This patch teaches LLVM how to generate the some of the Power 9 D-Form VSX instructions. Specifically, lxsd, lxssp, stxsd, and stxssp.
Diff Detail
Event Timeline
This is going to need some additional work to restrict the register sets for all the instructions.

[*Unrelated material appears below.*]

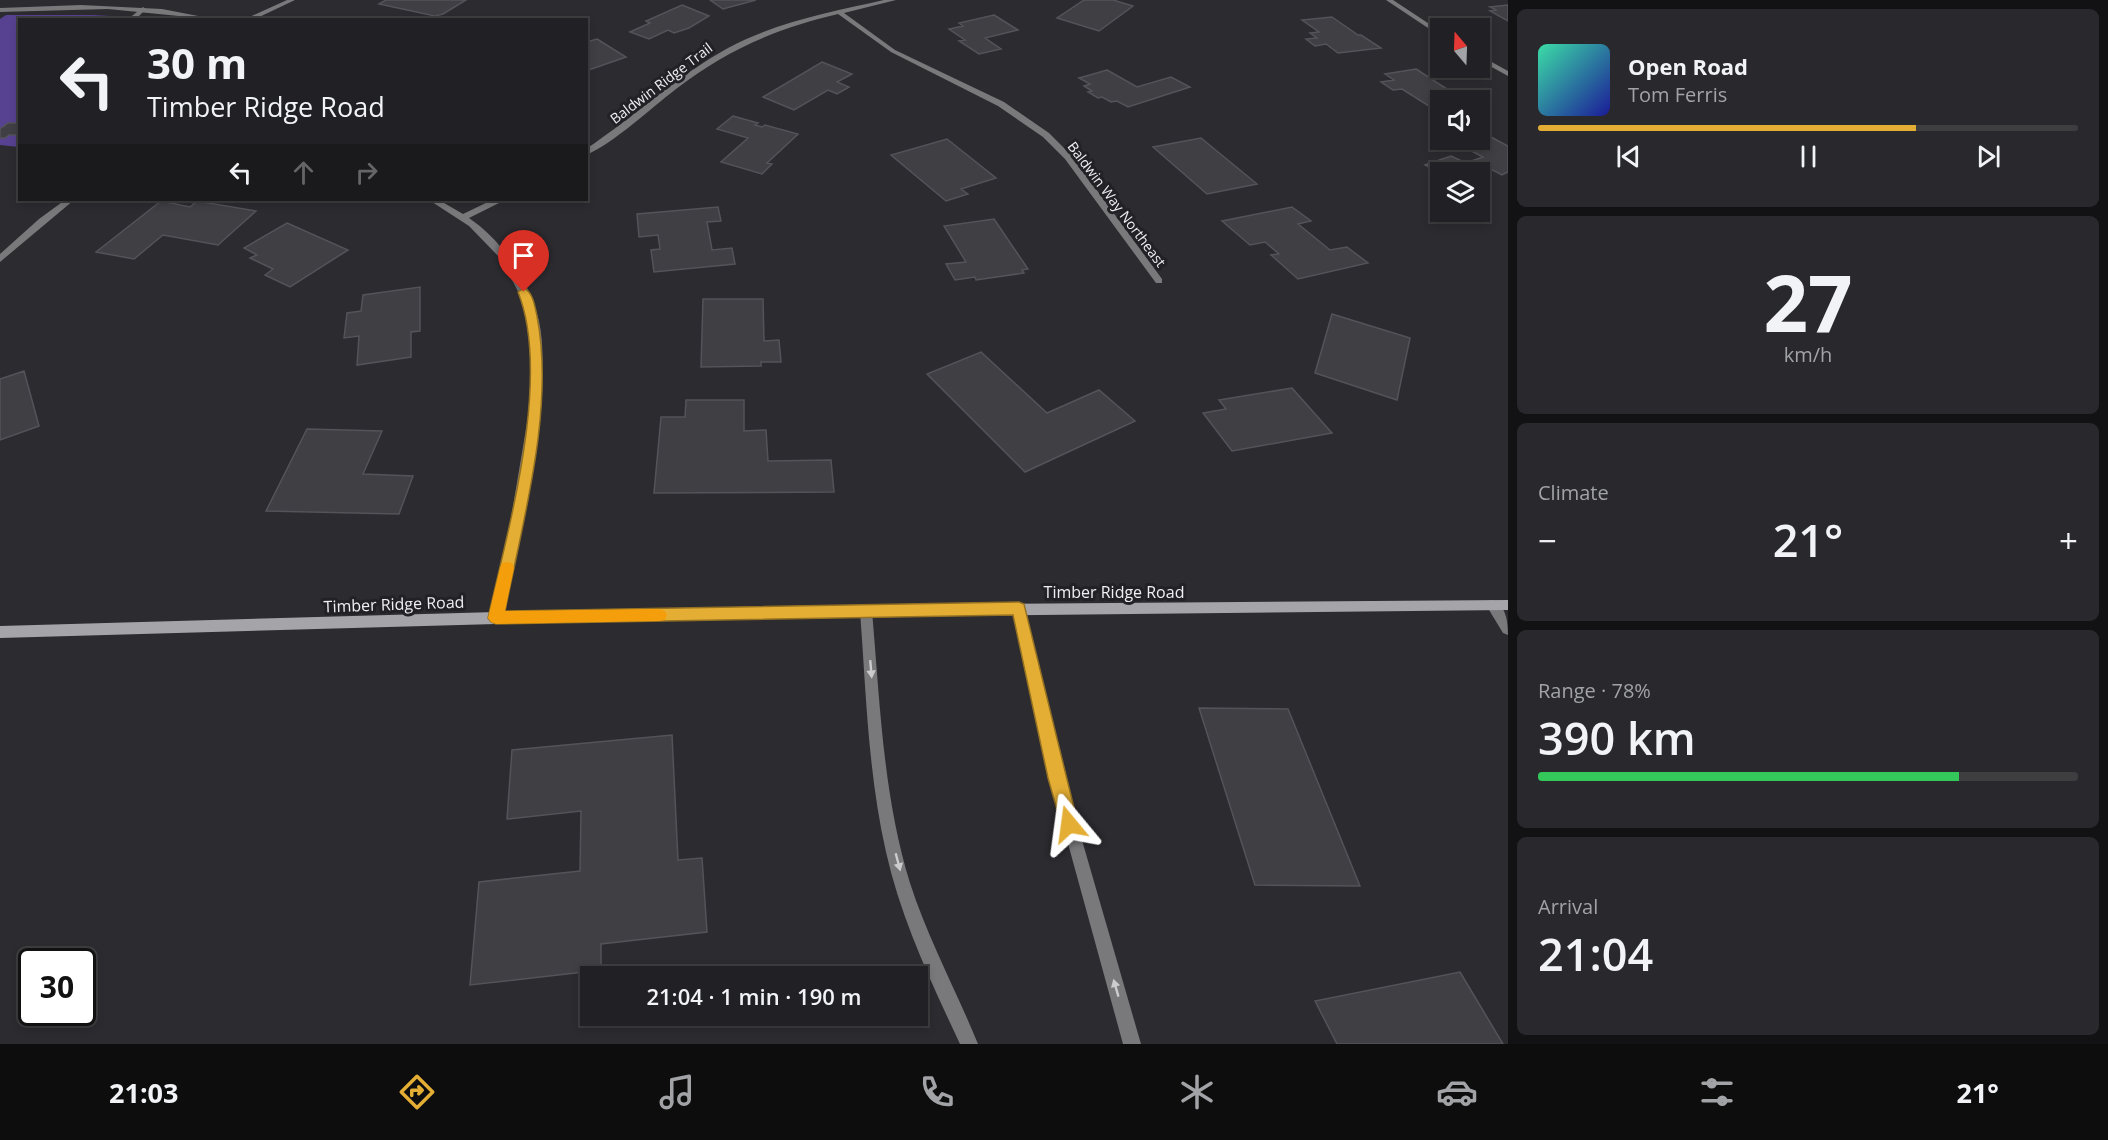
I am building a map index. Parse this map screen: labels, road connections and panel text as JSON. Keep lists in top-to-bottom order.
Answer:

Of course, these are scalar loads/stores but they're restricted to the upper 32 VSX registers (the VMX registers) so we can't use the full vsfrc/vssrc register classes.
I missed Nemanjai's comment, I did some test and looks like we can use vfrc register calss instead:
- assembler/dis-assembler:
static DecodeStatus DecodeVFRCRegisterClass(MCInst &Inst, uint64_t RegNo, uint64_t Address, const void *Decoder) { return decodeRegisterClass(Inst, RegNo, VSFRegs); } void addRegVFRCOperands(MCInst &Inst, unsigned N) const { assert(N == 1 && "Invalid number of operands!"); Inst.addOperand(MCOperand::createReg(VSFRegs[getVSReg()])); }
- PPCInstrVSX.td
def PPCRegVFRCAsmOperand : AsmOperandClass { let Name = "RegVFRC"; let PredicateMethod = "isVSRegNumber"; } def vfrc : RegisterOperand<VFRC> { let ParserMatchClass = PPCRegVFRCAsmOperand; } // Load DWord def LXSD : DSForm_1<57, 2, (outs vfrc:$vD), (ins memrix:$src), "lxsd $vD, $src", IIC_LdStLFD, []>; // Load SP from src, convert it to DP, and place in dword[0] def LXSSP : DSForm_1<57, 3, (outs vfrc:$vD), (ins memrix:$src), "lxssp $vD, $src", IIC_LdStLFD, []>; // Store DWord def STXSD : DSForm_1<61, 2, (outs), (ins vfrc:$vS, memrix:$dst), "stxsd $vS, $dst", IIC_LdStSTFD, []>; // Convert DP of dword[0] to SP, and Store to dst def STXSSP : DSForm_1<61, 3, (outs), (ins vfrc:$vS, memrix:$dst), "stxssp $vS, $dst", IIC_LdStSTFD, []>; let AddedComplexity = 500 in { def : Pat<(f64 (load iaddr:$src)), (LXSD iaddr:$src)>; def : Pat<(f32 (load iaddr:$src)), (COPY_TO_REGCLASS (LXSSP iaddr:$src), VFRC)>; def : Pat<(f64 (extloadf32 iaddr:$src)), (COPY_TO_REGCLASS (LXSSP iaddr:$src), VFRC)>; def : Pat<(store f64:$vS, iaddr:$dst), (STXSD $vS, iaddr:$dst)>; def : Pat<(store f32:$vS, iaddr:$dst), (STXSSP (COPY_TO_REGCLASS $vS, VFRC), iaddr:$dst)>; }
- Test case result:
lxsd 35, 8(3) lxsd 36, 16(3) lxsd 32, 24(3) ...
Unfortunately, this still isn't quite the correct semantics. Although this will target the right physical registers, the encoding is wrong. These really are VR registers and have 5-bit fields in the encoding. Things like:
lxsd 35, 8(3)
are not likely to produce the desired results. These instructions need the VR register to be specified in the 0-31 range which will actually mean VSR 32-63.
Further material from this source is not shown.